Domenica gli operatori dell’associazione Paolo Pinto impegnati in tre diverse attività di pulizia. Liberata da rifiuti ed erbacce anche l’aiuola annessa all’antico maniero

la pulizia dell'aiuola del Rivellino

GALLIPOLI – Un altro fine settimana intenso di lavoro per i volontari dell’associazione subacquea Paolo Pinto di Gallipoli che ha dislocato, in tre diverse operazioni di pulizia, il proprio personale contribuendo a bonificare alcune aree nevralgiche del territorio gallipolino. Già impegnati da tempo nel recupero dei rifiuti abbandonati nel seno del Canneto, ieri mattina gli operatori del sodalizio, coordinati da Lucia e Giuseppe Sergi, hanno operato, in collaborazione anche con altre realtà associative, tra cui anche Legambiente, per la pulizia dei fondali e della scogliera del lungomare Galilei sino ala zona della torre di Lido San Giovanni-La Pedata. Ma l’azione ancor più significativa ha riguardato la pulizia dell’aiuola della roccaforte del Rivellino, adagiata sul mare, che è stata liberata da rifiuti e dalle erbacce che ne oltraggiavano, da tempo immemore, la vista e il decoro ambientale.
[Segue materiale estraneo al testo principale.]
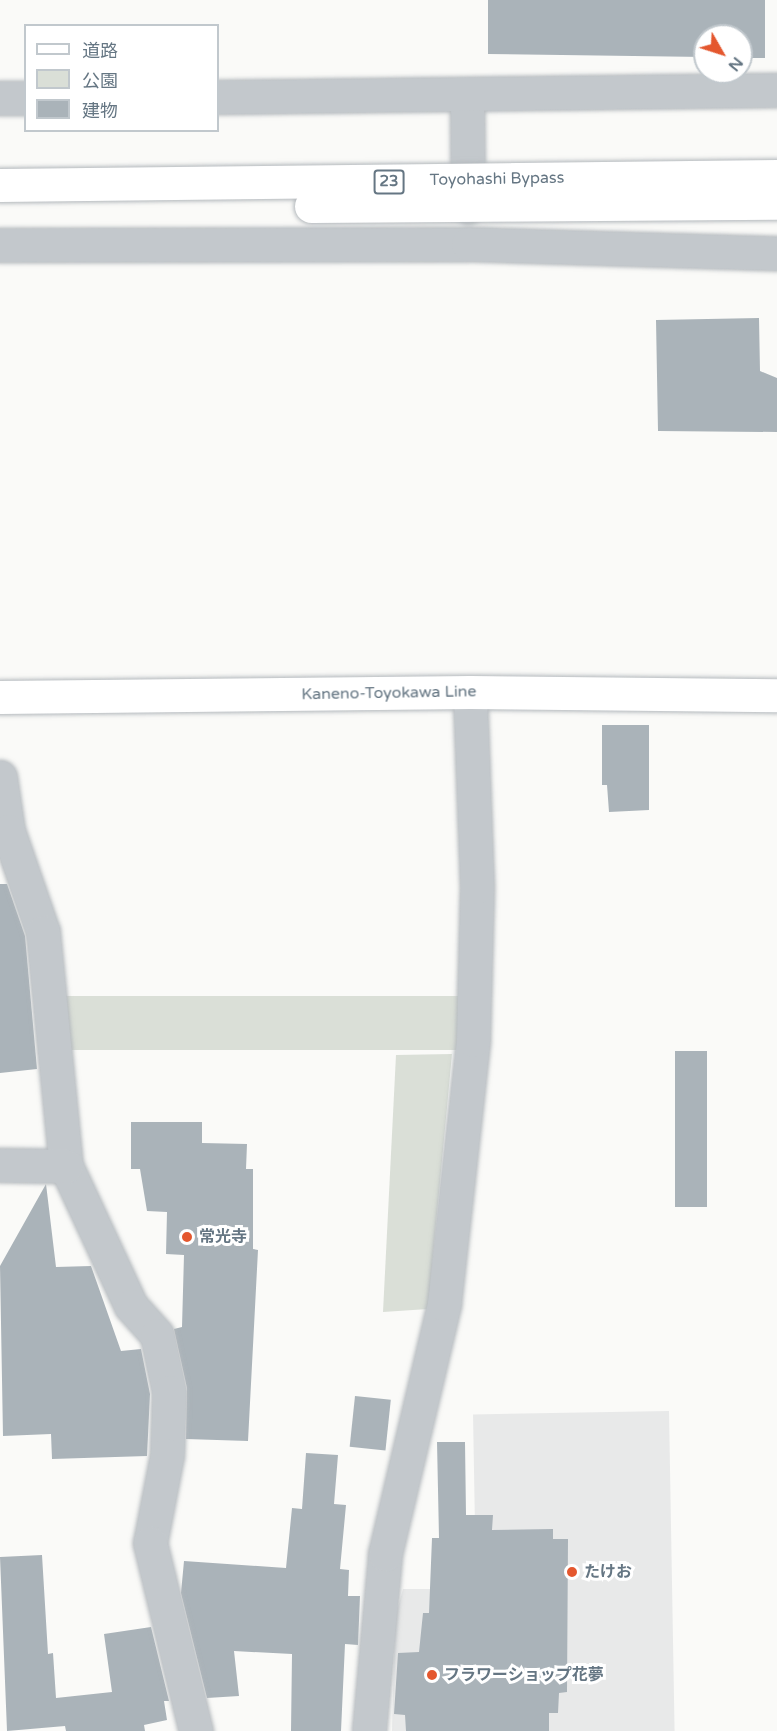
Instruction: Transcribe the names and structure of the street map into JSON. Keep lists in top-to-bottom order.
{
  "streets": {
    "main road": ["Toyohashi Bypass", "23", "Kaneno-Toyokawa Line"]
  },
  "places": ["常光寺", "たけお", "フラワーショップ花夢"],
  "legend": ["道路", "公園", "建物"],
  "north": "bottom right"
}
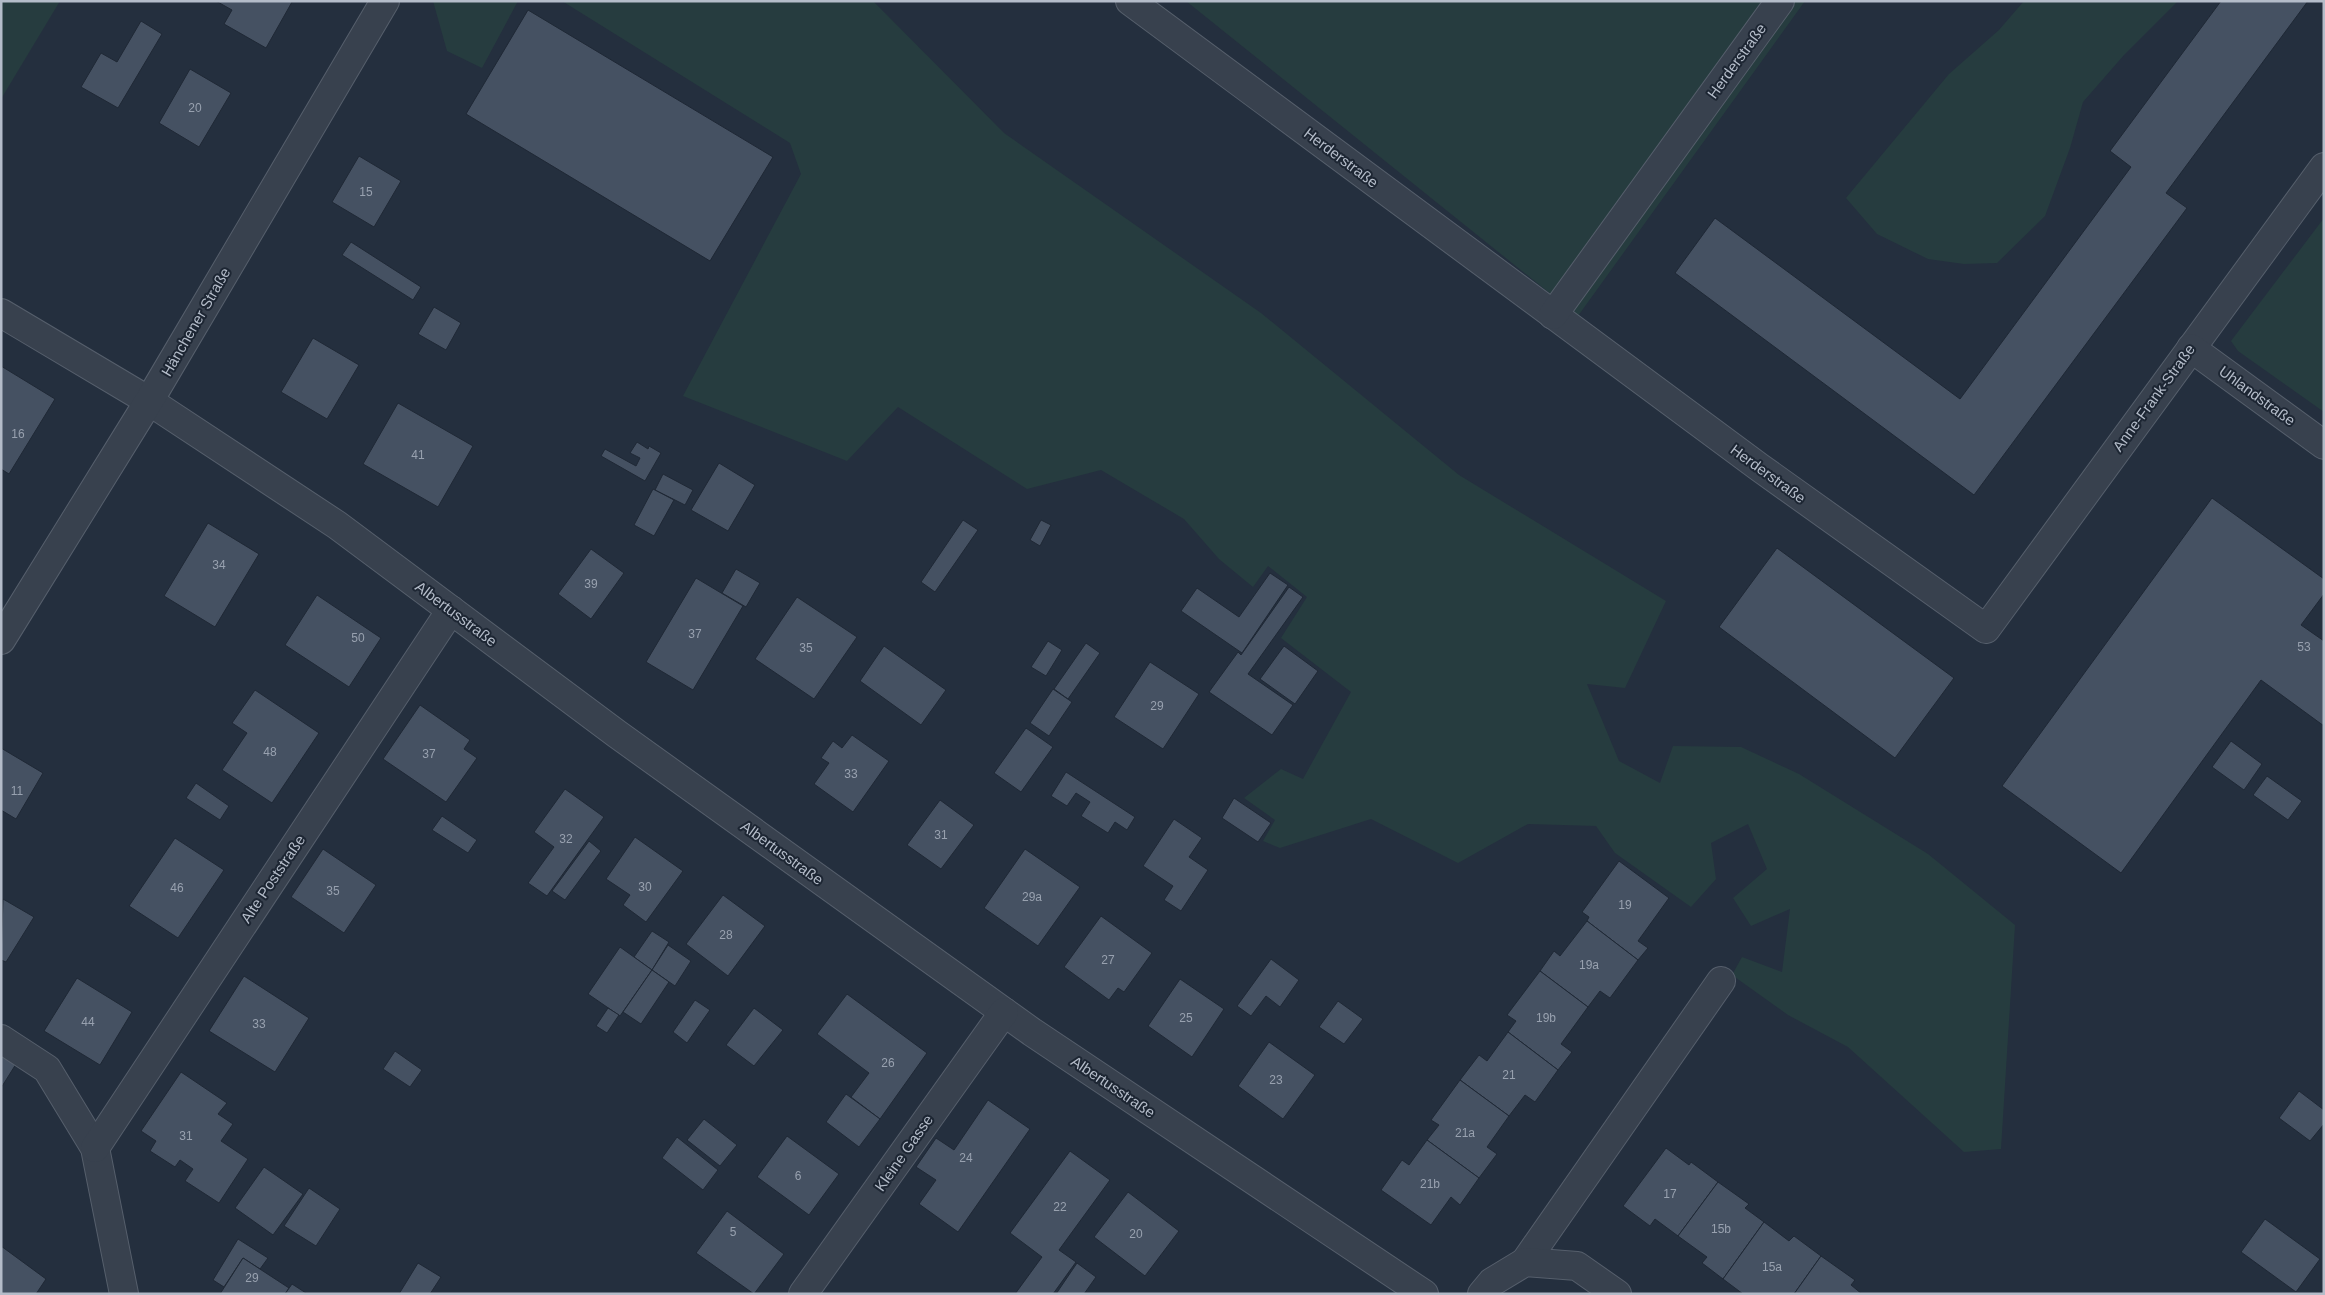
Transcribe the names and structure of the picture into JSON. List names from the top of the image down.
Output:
{
  "streets": {
    "street": [
      "Herderstraße",
      "Hänchener Straße",
      "Uhlandstraße",
      "Anne-Frank-Straße",
      "Albertusstraße",
      "Alte Poststraße",
      "Kleine Gasse"
    ]
  },
  "crossings": [
    ["Herderstraße", "Anne-Frank-Straße"],
    ["Hänchener Straße", "Albertusstraße"],
    ["Uhlandstraße", "Anne-Frank-Straße"],
    ["Albertusstraße", "Alte Poststraße"],
    ["Albertusstraße", "Kleine Gasse"]
  ],
  "house_numbers": [
    "20",
    "15",
    "16",
    "41",
    "34",
    "39",
    "37",
    "50",
    "53",
    "35",
    "29",
    "48",
    "37",
    "33",
    "11",
    "31",
    "32",
    "30",
    "46",
    "35",
    "29a",
    "19",
    "28",
    "27",
    "19a",
    "25",
    "19b",
    "44",
    "33",
    "26",
    "21",
    "23",
    "21a",
    "31",
    "24",
    "6",
    "21b",
    "17",
    "22",
    "15b",
    "5",
    "20",
    "15a",
    "29"
  ]
}
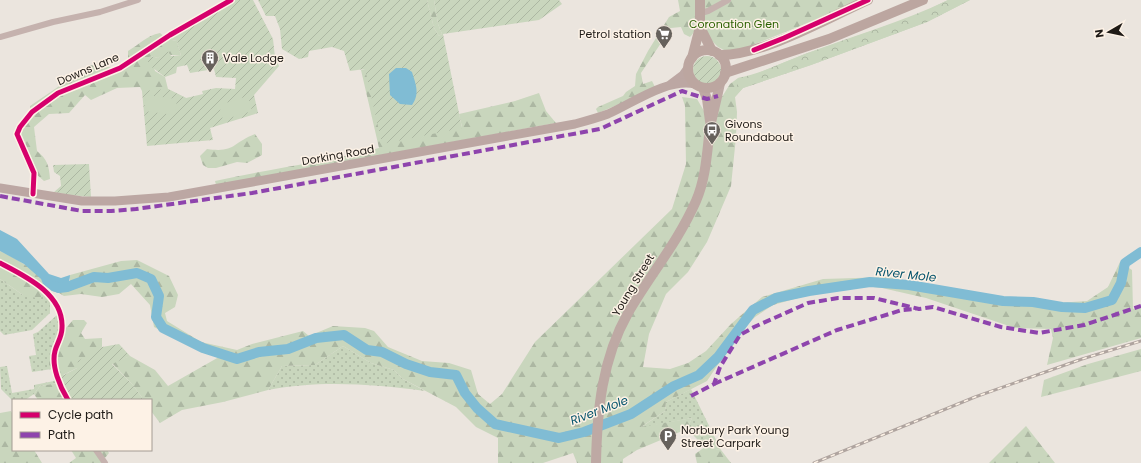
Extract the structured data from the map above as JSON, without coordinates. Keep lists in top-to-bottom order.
{
  "streets": {
    "main road": ["Dorking Road", "Young Street"],
    "street": ["Downs Lane"]
  },
  "crossings": [
    ["Downs Lane", "Dorking Road"],
    ["Dorking Road", "Young Street"]
  ],
  "water": ["River Mole"],
  "parks": ["Coronation Glen"],
  "places": {
    "supermarket": ["Petrol station"],
    "building": ["Vale Lodge"],
    "bus stop": ["Givons Roundabout"],
    "parking": ["Norbury Park Young Street Carpark"]
  },
  "legend": ["Cycle path", "Path"],
  "north": "left"
}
Era da circa un anno e mezzo che l’associazione aveva in animo di effettuare una bonifica della zona a ridosso dell’antico maniero e da tempo aveva inoltrato le relative richieste e sollecitato il rilascio delle relative autorizzazioni da parte degli enti preposti, tra cui il Comune, la capitaneria di porto e soprattutto la soprintendenza. Il bilancio del triplice impegno per la pulizia domenicale ha consentito di recuperare diverso materiale abbandonato e rifiuti vari, con 38 sacchi riempiti con plastica, vetro e altri oggetti, e di tagliare le erbacce dell’aiuola.            

Il direttivo dell’associazione ha già pianificato l’ultima operazione del fondali nella zona della Scale Nove per il prossimo 6 di maggio. Dopodiché il sodalizio ha comunicato pubblicamente di dover sospendere tutte le attività in itinere per motivi organizzativi e per mancanza di una struttura idonea.